(Exercise description) Search each line below for the word "between" and list those that contain it.
___ Data provided ___
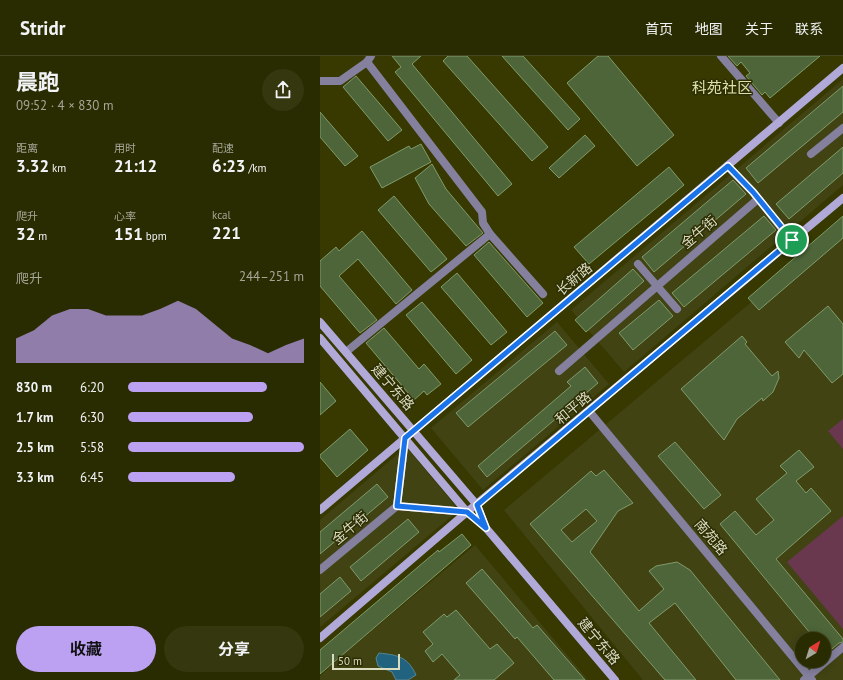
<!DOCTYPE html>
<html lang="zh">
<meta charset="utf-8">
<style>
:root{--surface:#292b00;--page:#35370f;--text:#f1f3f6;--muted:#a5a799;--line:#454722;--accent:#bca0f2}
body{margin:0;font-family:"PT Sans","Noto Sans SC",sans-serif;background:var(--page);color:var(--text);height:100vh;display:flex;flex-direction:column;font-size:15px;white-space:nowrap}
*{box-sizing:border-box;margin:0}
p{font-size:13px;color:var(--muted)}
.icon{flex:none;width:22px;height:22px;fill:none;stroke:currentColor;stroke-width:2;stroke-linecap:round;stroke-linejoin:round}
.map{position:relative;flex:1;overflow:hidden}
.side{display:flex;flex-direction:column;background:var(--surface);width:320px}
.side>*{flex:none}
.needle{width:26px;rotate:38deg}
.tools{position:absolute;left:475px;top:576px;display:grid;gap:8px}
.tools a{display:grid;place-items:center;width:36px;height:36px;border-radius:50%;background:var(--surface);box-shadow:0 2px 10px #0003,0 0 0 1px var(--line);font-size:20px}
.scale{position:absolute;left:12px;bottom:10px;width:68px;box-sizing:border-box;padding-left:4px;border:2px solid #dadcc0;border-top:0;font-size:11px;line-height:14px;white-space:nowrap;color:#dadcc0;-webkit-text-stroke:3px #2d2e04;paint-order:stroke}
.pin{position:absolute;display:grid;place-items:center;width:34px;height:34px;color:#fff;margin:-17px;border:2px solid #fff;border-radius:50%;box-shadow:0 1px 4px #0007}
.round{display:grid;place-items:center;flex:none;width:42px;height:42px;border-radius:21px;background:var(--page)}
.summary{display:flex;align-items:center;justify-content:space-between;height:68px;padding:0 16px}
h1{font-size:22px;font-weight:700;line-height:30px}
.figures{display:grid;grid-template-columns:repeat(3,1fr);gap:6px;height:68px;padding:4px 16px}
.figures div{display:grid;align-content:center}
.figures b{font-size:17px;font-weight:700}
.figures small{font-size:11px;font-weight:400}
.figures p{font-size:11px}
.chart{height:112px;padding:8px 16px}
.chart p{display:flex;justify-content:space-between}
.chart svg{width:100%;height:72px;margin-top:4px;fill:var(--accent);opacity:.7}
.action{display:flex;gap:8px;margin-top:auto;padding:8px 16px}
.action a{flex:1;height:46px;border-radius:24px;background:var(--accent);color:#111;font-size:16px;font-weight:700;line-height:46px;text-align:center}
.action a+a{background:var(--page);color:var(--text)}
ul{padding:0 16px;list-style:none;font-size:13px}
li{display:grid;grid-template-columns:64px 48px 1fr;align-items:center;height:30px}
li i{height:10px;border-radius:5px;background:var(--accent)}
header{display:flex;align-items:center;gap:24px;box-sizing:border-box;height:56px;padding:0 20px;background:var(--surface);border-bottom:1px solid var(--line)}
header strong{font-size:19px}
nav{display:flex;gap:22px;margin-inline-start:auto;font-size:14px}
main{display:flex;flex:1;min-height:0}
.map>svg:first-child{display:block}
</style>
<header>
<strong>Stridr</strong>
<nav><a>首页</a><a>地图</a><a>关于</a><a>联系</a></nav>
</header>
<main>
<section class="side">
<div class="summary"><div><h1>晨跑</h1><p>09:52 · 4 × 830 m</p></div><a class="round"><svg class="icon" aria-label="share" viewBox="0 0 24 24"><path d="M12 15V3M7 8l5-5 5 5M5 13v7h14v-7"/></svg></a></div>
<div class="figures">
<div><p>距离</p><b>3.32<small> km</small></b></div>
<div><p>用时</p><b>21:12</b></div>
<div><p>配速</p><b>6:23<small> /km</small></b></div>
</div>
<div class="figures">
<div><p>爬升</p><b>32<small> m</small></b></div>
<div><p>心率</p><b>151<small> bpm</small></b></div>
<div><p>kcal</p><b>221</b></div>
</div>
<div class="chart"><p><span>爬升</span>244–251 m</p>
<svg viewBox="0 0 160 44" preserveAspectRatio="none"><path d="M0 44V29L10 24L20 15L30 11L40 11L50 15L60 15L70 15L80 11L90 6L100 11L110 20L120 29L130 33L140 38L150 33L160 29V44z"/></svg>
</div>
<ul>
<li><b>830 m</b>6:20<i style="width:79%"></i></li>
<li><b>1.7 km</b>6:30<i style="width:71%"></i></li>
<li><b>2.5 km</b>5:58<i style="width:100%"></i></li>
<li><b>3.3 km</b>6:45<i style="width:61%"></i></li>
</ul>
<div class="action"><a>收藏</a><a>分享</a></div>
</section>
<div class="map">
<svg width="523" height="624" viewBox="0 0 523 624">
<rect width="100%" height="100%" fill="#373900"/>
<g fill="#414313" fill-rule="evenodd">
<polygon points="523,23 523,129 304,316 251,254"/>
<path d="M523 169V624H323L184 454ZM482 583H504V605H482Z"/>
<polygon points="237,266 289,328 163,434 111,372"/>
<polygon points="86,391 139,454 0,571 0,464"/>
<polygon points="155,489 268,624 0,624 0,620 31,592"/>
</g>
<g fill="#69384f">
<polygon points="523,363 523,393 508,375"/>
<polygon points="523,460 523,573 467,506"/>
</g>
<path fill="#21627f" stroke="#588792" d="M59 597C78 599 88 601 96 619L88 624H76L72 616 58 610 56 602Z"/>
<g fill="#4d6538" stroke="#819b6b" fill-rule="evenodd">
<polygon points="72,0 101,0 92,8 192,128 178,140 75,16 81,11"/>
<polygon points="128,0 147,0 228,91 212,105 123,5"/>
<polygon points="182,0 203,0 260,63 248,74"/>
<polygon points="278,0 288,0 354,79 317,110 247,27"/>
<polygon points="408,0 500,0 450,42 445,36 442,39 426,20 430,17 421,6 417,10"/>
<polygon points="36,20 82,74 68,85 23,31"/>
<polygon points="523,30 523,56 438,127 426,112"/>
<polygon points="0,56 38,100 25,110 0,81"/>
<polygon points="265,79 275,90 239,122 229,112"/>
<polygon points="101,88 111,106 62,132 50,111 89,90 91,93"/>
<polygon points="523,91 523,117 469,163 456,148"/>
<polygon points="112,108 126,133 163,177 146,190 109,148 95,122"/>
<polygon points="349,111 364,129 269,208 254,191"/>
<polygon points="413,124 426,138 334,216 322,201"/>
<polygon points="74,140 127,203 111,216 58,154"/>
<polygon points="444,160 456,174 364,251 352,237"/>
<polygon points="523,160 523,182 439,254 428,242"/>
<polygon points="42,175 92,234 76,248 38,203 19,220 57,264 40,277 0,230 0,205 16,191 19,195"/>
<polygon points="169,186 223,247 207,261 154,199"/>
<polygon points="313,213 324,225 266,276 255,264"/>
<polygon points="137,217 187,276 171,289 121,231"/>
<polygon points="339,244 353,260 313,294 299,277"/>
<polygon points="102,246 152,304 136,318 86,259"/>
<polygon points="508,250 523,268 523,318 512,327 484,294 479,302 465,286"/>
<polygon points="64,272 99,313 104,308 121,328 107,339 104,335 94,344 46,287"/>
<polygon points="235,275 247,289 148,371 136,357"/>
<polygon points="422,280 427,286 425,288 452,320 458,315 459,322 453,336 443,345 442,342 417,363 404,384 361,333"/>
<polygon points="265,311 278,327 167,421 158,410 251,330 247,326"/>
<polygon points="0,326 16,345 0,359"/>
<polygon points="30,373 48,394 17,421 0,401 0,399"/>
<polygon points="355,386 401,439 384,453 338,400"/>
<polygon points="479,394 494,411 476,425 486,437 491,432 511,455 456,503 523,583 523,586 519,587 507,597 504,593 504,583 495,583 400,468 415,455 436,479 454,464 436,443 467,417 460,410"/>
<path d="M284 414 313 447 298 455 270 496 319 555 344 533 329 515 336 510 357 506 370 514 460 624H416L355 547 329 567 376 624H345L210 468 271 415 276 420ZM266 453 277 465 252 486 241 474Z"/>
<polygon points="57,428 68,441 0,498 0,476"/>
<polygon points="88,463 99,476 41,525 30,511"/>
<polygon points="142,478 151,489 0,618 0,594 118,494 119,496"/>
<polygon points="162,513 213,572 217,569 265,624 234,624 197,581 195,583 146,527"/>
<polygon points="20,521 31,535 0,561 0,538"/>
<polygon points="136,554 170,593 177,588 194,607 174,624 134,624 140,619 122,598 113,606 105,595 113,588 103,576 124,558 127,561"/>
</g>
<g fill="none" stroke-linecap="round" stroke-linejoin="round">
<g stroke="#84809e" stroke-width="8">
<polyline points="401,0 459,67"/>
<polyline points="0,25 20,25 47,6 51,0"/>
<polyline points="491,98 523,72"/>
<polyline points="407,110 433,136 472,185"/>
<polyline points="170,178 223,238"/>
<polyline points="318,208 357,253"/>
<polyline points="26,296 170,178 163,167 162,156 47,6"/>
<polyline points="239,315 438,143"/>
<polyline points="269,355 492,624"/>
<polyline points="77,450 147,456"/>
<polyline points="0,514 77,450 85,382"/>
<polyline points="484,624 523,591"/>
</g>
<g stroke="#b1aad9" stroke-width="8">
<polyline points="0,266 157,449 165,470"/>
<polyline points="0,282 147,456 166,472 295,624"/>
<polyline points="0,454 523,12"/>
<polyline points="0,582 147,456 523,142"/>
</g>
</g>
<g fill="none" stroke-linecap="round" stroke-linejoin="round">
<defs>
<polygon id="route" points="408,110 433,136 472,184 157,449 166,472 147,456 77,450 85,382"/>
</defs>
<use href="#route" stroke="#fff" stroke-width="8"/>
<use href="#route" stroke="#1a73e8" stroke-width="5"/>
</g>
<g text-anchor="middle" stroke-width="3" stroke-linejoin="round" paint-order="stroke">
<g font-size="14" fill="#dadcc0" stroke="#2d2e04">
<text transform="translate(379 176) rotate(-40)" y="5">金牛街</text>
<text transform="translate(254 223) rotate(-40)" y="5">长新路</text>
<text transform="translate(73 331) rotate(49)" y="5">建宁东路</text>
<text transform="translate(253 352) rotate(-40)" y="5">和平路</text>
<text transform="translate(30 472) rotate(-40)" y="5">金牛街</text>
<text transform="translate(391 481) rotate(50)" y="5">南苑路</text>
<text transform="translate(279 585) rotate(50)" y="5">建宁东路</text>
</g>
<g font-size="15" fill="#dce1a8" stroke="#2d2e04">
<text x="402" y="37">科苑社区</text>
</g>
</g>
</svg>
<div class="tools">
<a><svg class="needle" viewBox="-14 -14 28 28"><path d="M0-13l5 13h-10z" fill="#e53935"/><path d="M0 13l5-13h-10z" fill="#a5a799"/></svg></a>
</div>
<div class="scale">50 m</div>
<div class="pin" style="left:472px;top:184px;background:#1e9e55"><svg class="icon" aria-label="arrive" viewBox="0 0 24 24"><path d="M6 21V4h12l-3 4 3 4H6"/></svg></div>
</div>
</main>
___
(Task output)
.summary{display:flex;align-items:center;justify-content:space-between;height:68px;padding:0 16px}
.chart p{display:flex;justify-content:space-between}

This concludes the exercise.